Kent Waugh – Making Math Come to Life:
My fifth-grade schoolteacher Ms. Webb taught us about probability sampling. As each student entered the classroom, we were given a ketchup cup and were presented with a large bowl full of red and black beans. The bowl contained an uneven amount of each colour. We filled each ketchup cup with beans about twenty times and determined the colour ratio. Ms. Webb then revealed the red to black bean ratio in the large bowl. To our surprise the ratio we received from our small representative sample was only one or two percent different from the grand total. I remember thinking how cool it was that you could use math in such a way. We weren’t just predicting something but tangibly drawing a conclusion with a precise level of accuracy. It was fascinating!
Even now, when I walk client-partners through something they are not familiar with, I try to be as pragmatic as possible in my approach. Tangible examples like the one Ms. Webb gave our class make the math principle, or in our case research insights, truly come to life.
Rupinder Baweja – Mindset is Everything:
I was born in the lower mainland and raised by parents who only communicated with me in Punjabi. My school was not prepared for ESL and treated my "lack of communication and understanding skills" as a disability. Those early years had an impact on my self-efficacy and diminished the amount of effort I was willing to put in.
After one particularly dismal math test, my 5th grade teacher announced that I would be staying in for lunch until I “got math”. Within two short lunch periods I learned how to work through math concepts one step at a time. Breaking things down changed how I saw every problem, so much so that I still remember that lightbulb moment today. I achieved the highest mark on our very next math test and began applying this methodology to every learning opportunity that followed.

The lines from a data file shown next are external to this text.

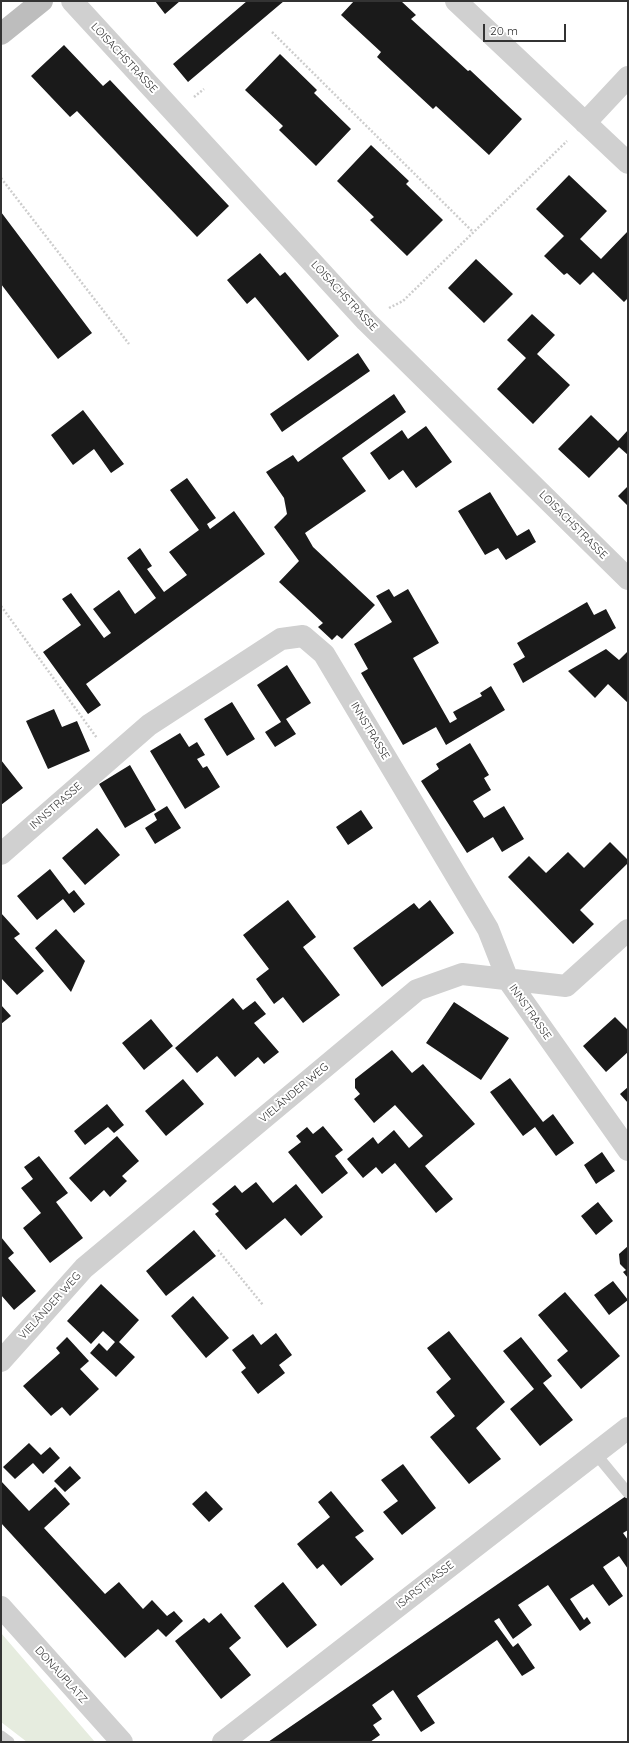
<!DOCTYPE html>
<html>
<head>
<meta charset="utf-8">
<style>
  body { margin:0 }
  #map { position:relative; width:629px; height:1743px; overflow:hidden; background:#fff; font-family:Quicksand,sans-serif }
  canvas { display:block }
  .frame { position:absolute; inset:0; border:2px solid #333; pointer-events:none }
  .scale { position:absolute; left:483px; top:24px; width:83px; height:18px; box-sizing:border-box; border:2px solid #333; border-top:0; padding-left:5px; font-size:12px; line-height:14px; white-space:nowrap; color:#333; -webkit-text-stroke:3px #fff; paint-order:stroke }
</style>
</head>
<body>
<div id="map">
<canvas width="629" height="1743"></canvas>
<div class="frame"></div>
<div class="scale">20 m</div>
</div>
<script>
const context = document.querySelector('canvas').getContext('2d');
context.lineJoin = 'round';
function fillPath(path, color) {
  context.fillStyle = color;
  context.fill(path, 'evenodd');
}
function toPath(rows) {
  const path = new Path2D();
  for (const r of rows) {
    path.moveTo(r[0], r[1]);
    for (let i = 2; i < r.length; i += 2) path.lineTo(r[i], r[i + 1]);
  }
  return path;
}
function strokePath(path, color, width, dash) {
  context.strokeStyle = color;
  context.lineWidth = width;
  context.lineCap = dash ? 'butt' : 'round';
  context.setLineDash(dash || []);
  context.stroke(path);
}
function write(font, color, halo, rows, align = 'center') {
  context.font = font + ' Quicksand,sans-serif';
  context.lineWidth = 4;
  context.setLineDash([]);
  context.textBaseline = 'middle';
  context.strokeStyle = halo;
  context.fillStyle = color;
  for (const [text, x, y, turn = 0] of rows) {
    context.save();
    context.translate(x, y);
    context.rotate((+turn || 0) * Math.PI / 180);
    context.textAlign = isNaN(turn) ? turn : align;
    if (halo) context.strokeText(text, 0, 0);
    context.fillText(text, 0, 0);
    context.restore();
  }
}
const green = toPath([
  [1,1633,95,1742,27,1742,1,1722]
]);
const building = toPath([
  [155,1,180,1,165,14],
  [247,1,284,1,188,82,173,64],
  [354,1,401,1,416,15,411,19,468,71,470,70,522,119,489,155,436,106,433,109,377,57,381,52,341,15],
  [64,45,103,86,110,80,229,206,197,237,77,111,70,117,31,76],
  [280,54,317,90,314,93,351,129,316,166,279,130,283,126,245,90],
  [371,145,409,181,406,184,443,220,407,256,370,220,374,217,337,181],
  [569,175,607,211,580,239,601,259,628,231,628,298,624,302,593,272,580,285,567,273,564,275,544,256,564,236,536,209],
  [1,212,92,333,58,359,1,284],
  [260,253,280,276,285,272,339,336,308,361,255,297,247,304,227,280],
  [476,259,513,294,484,323,448,288],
  [532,314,555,335,537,354,570,385,533,424,497,389,526,358,507,340],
  [358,353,370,371,282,432,270,414],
  [394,394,406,412,342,458,366,491,305,533,313,547,375,605,342,639,337,635,332,640,318,627,323,623,279,582,299,561,274,527,287,514,284,498,266,472,293,455,298,462],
  [83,410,124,464,111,473,94,449,73,465,51,435],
  [591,415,618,441,628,430,628,455,619,447,589,478,558,449],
  [426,426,452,462,416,488,403,470,389,480,370,453,402,430,408,439],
  [187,478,216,518,207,524,210,529,234,511,265,554,86,684,101,705,88,714,43,652,81,625,62,599,71,593,104,638,111,633,93,609,119,590,135,614,156,598,127,558,140,548,152,566,147,569,164,592,187,575,169,552,199,530,170,490],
  [628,486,628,506,618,496],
  [490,492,517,536,529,529,536,542,506,560,498,548,485,555,458,511],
  [389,589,394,597,408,589,439,643,413,658,450,723,457,719,453,712,482,696,480,693,491,686,505,710,446,745,436,727,403,745,361,673,368,669,354,644,392,622,376,596],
  [587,602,594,615,606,609,616,628,523,683,513,664,525,657,517,643],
  [606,649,619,660,628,651,628,703,608,684,595,698,568,671],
  [287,665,311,703,286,719,296,734,275,747,265,732,281,722,257,685],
  [232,702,255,739,227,756,204,719],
  [54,709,62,727,77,721,90,751,48,769,26,721],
  [180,733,189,747,197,742,205,755,197,759,203,768,207,766,220,787,185,809,150,751],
  [470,743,489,775,484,778,491,790,473,801,484,818,504,806,524,839,502,852,493,837,467,853,421,781,439,769,436,764],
  [1,760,23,788,1,805],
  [130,765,156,810,125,828,99,784],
  [167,806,181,828,155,844,145,828,157,820,154,814],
  [361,810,373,828,348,845,336,827],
  [97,828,120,855,85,885,62,858],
  [610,842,628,860,628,863,580,910,594,924,573,944,508,877,529,856,546,873,568,852,584,868],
  [50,869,69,894,74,890,85,904,74,913,63,899,37,920,17,896],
  [288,900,316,937,303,947,340,995,303,1023,283,997,274,1004,256,979,269,969,243,935],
  [430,900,454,933,382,987,353,948,414,903,419,909],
  [1,913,20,934,14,938,44,971,17,995,1,978],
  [56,929,85,961,71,992,35,948],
  [233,998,243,1010,255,1001,266,1014,254,1023,279,1052,264,1064,258,1057,235,1077,217,1056,197,1073,175,1048],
  [454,1002,509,1038,481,1080,426,1043],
  [1,1005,11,1016,1,1024],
  [615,1017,628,1030,628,1052,606,1072,583,1046],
  [151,1019,173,1046,144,1070,122,1043],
  [392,1050,412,1073,423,1064,475,1124,425,1166,453,1199,436,1213,395,1163,382,1174,376,1167,363,1178,347,1159,373,1137,378,1144,394,1130,409,1148,423,1136,395,1105,374,1123,354,1099,360,1094,355,1088,355,1079],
  [510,1078,543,1122,553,1114,574,1143,556,1156,535,1127,523,1136,490,1092],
  [183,1079,204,1104,166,1136,145,1111],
  [628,1087,628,1103,620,1094],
  [107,1104,124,1125,114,1133,108,1127,85,1145,74,1131],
  [323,1126,343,1150,335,1156,348,1173,322,1194,288,1152,301,1142,296,1136,307,1127,313,1134],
  [117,1136,139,1161,122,1176,127,1181,110,1197,104,1190,91,1202,69,1178],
  [602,1152,615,1171,596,1184,584,1165],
  [39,1156,68,1193,56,1202,83,1238,50,1263,23,1228,41,1213,21,1188,33,1179,24,1167],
  [256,1182,273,1203,296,1184,323,1217,301,1236,285,1218,246,1250,215,1214,219,1211,212,1204,235,1185,242,1193],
  [598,1202,613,1221,596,1235,581,1216],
  [194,1230,216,1256,166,1296,146,1271],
  [1,1237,14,1253,8,1258,36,1291,14,1310,1,1295,1,1264,2,1263,1,1261],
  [628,1246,628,1278,623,1272,626,1270,620,1264,619,1254],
  [613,1281,628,1300,609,1315,594,1295],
  [101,1284,139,1320,119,1342,135,1357,116,1377,90,1353,99,1343,107,1351,115,1342,103,1331,91,1344,67,1321],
  [565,1292,620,1356,581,1389,557,1360,568,1351,538,1315],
  [193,1296,229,1338,206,1358,171,1316],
  [449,1331,505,1402,476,1428,501,1459,469,1484,430,1437,455,1416,436,1392,451,1379,427,1348],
  [276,1333,292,1355,279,1365,285,1373,258,1394,241,1372,246,1368,232,1350,253,1334,261,1345],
  [67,1337,89,1361,80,1369,99,1389,70,1416,62,1407,51,1416,23,1386,60,1353,56,1348],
  [521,1337,552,1376,543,1383,573,1420,540,1446,510,1409,534,1389,503,1351],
  [29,1443,41,1455,50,1447,60,1458,43,1474,33,1463,15,1479,3,1467],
  [403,1464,436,1508,402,1535,383,1512,398,1501,381,1480],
  [70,1466,81,1478,65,1492,54,1481],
  [1,1481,29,1511,55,1487,70,1504,44,1528,105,1594,119,1582,143,1609,152,1600,167,1616,174,1611,183,1621,166,1637,158,1629,125,1658,1,1523],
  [206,1491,223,1509,209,1522,192,1504],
  [331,1491,364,1531,355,1537,374,1559,341,1586,323,1564,317,1569,297,1544,330,1517,318,1502],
  [626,1496,628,1499,628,1530,623,1533,628,1540,628,1569,619,1556,603,1567,623,1596,609,1606,593,1584,570,1599,584,1620,587,1617,591,1623,580,1631,548,1585,518,1605,532,1625,513,1639,499,1618,494,1621,513,1647,518,1643,535,1668,522,1676,497,1640,417,1696,435,1723,421,1732,393,1690,372,1705,382,1719,373,1725,380,1735,370,1742,268,1742],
  [283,1582,317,1625,287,1648,254,1606],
  [221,1613,241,1638,229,1648,251,1675,221,1699,175,1641,204,1618,209,1623]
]);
const path = toPath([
  [272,32,473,232],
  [194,97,204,89],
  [1,178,129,344],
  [389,308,403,301,567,141],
  [1,606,97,738],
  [218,1250,263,1305]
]);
const lane = toPath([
  [595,1453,628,1493],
  [1,1736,9,1742]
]);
const street = toPath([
  [72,1,366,321,628,579],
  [456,1,628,163],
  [585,123,628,77],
  [1,854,149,725,281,639,303,636,324,654,488,929,508,980,628,1150],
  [1,1361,84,1268,417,990,462,974,566,986,628,930],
  [1,1607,122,1742],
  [223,1742,628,1428]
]);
const secondary = toPath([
  [1,34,42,1]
]);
const streetNames = [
  ["LOISACHSTRASSE",124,58,47],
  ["LOISACHSTRASSE",344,296,47],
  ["LOISACHSTRASSE",573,525,45],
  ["INNSTRASSE",370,731,59],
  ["INNSTRASSE",56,806,-41],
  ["INNSTRASSE",530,1012,55],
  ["VIELÄNDER WEG",294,1093,-40],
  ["VIELÄNDER WEG",50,1306,-48],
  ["ISARSTRASSE",425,1585,-38],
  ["DONAUPLATZ",61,1675,48]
];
fillPath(green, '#e6ecdf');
fillPath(building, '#1a1a1a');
strokePath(path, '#cdcdcd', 2.5, [2, 2]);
strokePath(lane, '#d0d0d0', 11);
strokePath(street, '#d0d0d0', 22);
strokePath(secondary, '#bdbdbd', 22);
write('11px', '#333', '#fff', streetNames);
</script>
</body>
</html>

At The W Group, my team and I utilize these strategies in how we approach projects and support our client-partners' needs. Mindset is everything. By helping client-partners break projects down by their intent, research objectives, and scope we can deliver on anything we set out to do!
Amanda Jacques – Chess for Critical Thinking:
I attended school in Ontario. In the fourth grade my teacher was having difficulty getting the class to concentrate so he brought in chess sets. His intention was to teach us about the power of critical thinking. After learning the fundamentals, we set up stations across the classroom and held a tournament. I did not win against my peers that day but went on in the next few years to become a provincial chess champion among both genders in my age group.
When we played chess, we had to learn how to analyze a situation and devise creative solutions. We were expected to strategize at least 3 steps ahead while staying focused on the important factors in the moment. It was common for players to put up a valuable piece as bait in order to clear a better path, so I quickly learned to eliminate distractions and gain perspective.
Problem-solving, self-awareness, intuition, and planning have been invaluable skills throughout my career, and they all began with a game of chess. At The W Group one of our core values is “Finding Yes”. We approach challenges with a solution seeking mindset. Playing chess has reinforced the belief that there is always at least one solution, you just have to be willing to find it.